Your objective:
Search the data below for "Output"; list each line that holds it.

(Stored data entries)
##############################

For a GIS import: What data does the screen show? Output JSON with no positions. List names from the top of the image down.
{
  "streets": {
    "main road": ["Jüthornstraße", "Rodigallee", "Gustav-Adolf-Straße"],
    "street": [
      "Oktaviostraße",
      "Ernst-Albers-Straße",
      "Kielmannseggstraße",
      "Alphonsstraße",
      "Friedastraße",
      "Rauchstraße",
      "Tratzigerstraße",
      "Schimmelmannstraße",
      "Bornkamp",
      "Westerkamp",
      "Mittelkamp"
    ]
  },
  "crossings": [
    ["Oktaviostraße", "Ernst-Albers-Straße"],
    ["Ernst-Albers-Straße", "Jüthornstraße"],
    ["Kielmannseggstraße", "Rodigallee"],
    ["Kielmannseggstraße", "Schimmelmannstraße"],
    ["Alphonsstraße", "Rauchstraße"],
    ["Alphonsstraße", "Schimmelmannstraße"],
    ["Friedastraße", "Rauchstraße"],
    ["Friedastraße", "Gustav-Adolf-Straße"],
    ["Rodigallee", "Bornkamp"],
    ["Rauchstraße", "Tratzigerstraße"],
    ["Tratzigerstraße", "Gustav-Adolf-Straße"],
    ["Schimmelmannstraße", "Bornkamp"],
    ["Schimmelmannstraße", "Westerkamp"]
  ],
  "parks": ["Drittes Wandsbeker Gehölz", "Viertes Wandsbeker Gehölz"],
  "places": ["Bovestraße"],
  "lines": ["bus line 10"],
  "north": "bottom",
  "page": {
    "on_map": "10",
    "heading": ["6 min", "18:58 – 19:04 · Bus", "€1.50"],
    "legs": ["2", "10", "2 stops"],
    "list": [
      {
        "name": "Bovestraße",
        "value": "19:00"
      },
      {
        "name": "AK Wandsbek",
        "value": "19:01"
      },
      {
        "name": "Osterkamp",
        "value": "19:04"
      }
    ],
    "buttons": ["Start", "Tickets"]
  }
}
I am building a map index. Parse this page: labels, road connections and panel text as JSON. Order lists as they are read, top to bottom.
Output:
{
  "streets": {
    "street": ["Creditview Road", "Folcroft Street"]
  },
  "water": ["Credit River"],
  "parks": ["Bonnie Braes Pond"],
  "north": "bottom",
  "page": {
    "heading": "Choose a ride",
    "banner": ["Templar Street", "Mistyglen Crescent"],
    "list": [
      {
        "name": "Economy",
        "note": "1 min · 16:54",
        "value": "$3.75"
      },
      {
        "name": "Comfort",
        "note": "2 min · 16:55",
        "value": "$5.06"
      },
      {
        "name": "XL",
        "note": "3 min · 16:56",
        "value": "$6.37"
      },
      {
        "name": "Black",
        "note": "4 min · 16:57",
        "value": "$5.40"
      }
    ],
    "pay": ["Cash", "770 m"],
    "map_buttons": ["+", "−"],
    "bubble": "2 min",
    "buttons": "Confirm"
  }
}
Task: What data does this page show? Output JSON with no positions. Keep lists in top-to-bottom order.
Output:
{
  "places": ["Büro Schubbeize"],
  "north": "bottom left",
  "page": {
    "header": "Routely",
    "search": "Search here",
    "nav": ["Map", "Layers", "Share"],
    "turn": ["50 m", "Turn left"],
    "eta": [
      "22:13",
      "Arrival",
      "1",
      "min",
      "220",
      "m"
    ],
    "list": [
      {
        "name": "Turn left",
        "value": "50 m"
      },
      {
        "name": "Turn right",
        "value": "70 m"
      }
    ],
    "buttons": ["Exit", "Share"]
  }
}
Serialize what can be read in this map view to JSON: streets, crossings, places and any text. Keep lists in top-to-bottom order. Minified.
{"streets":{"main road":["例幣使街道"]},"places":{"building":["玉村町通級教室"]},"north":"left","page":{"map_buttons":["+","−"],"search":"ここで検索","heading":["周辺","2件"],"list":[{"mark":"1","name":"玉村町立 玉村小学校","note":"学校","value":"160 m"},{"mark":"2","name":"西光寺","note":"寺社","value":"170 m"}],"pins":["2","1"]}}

##############################

Reply to the exercise:
For a GIS import: What data does the screen show? Output JSON with no positions. List names from the top of the image down.
Output:
Task: What data does this page show? Output JSON with no positions. Keep lists in top-to-bottom order.
Output:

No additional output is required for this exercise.